▸ PROBLEM TO WORK ON
Tally the lines below that include "bottom" and give only the total.

▸ EXCERPTED RECORDS
============================================================

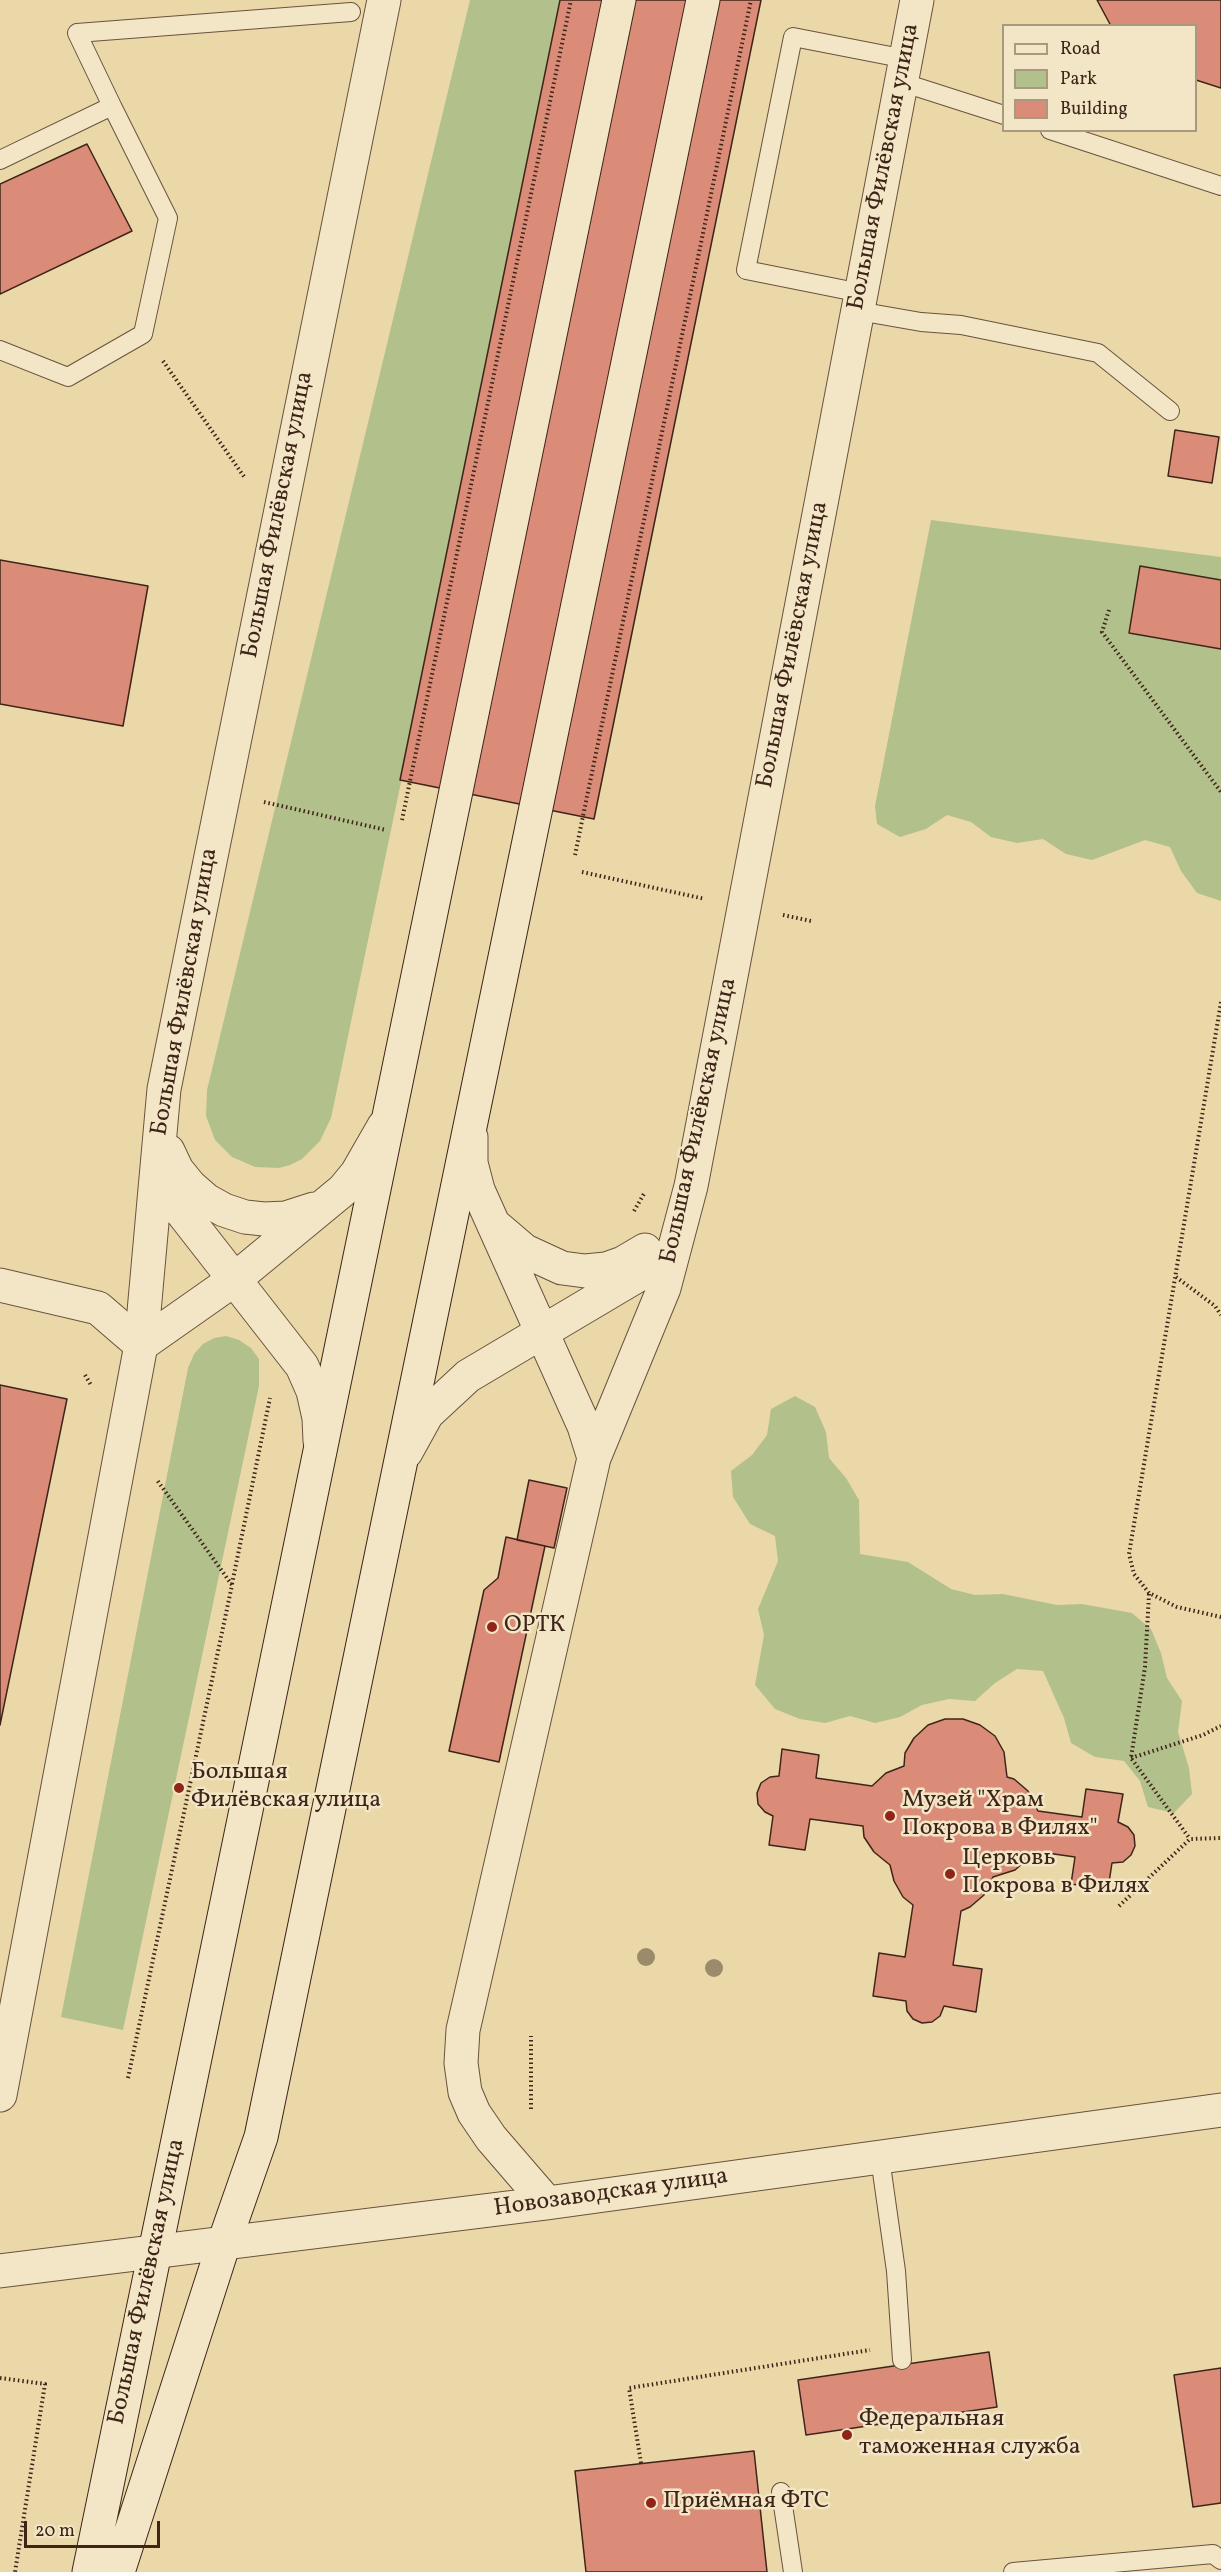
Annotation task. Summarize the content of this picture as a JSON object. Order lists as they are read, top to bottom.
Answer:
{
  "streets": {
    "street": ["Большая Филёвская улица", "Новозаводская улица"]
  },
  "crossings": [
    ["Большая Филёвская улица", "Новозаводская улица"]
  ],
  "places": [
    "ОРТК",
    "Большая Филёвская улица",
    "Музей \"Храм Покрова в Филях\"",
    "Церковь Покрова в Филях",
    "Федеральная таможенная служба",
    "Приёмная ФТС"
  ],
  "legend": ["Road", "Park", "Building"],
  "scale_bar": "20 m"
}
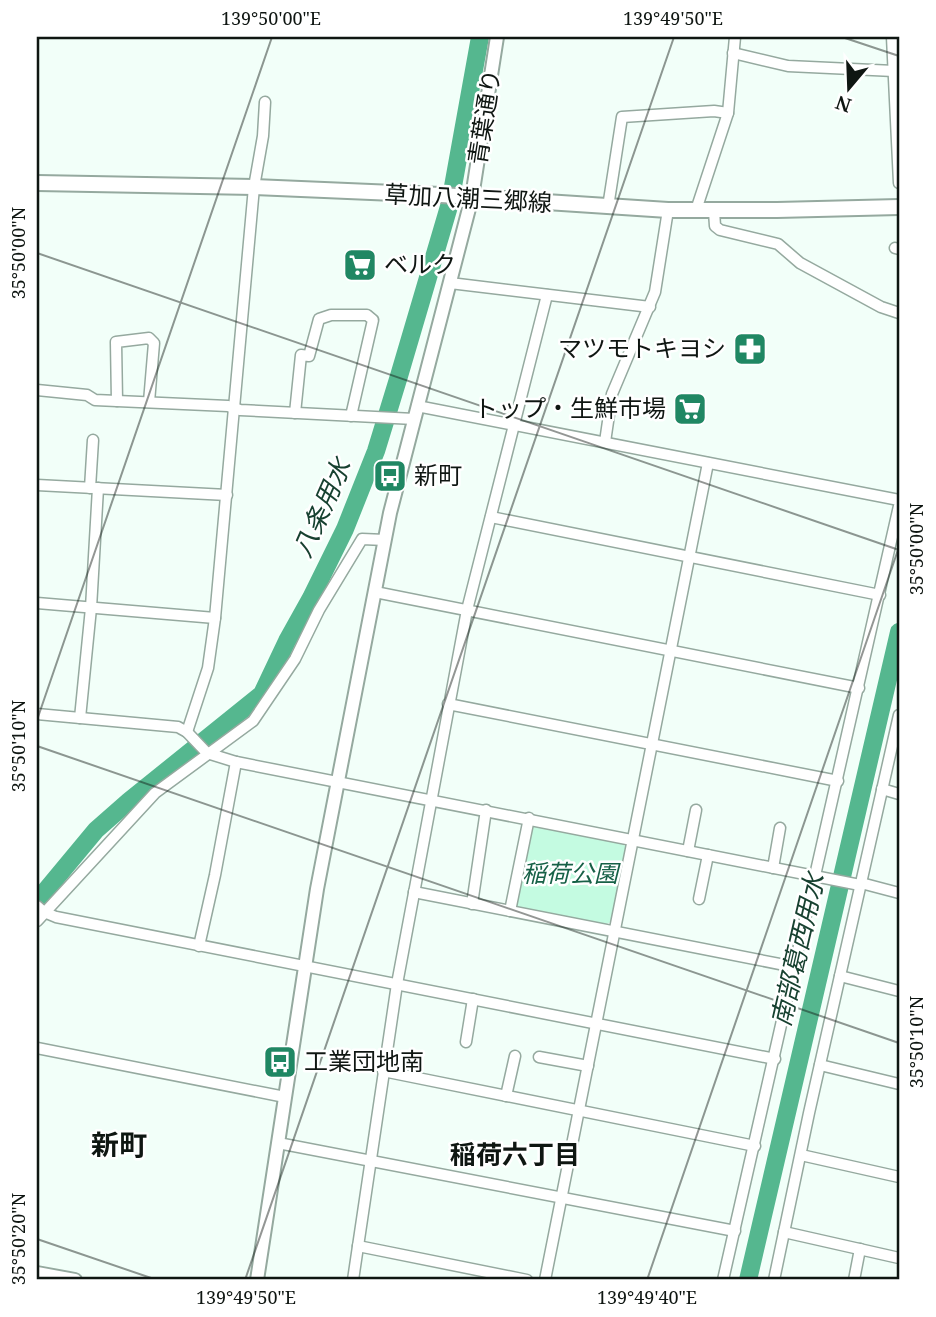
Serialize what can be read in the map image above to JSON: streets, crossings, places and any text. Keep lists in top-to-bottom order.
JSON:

============================================================

▸ ANSWER SECTION
2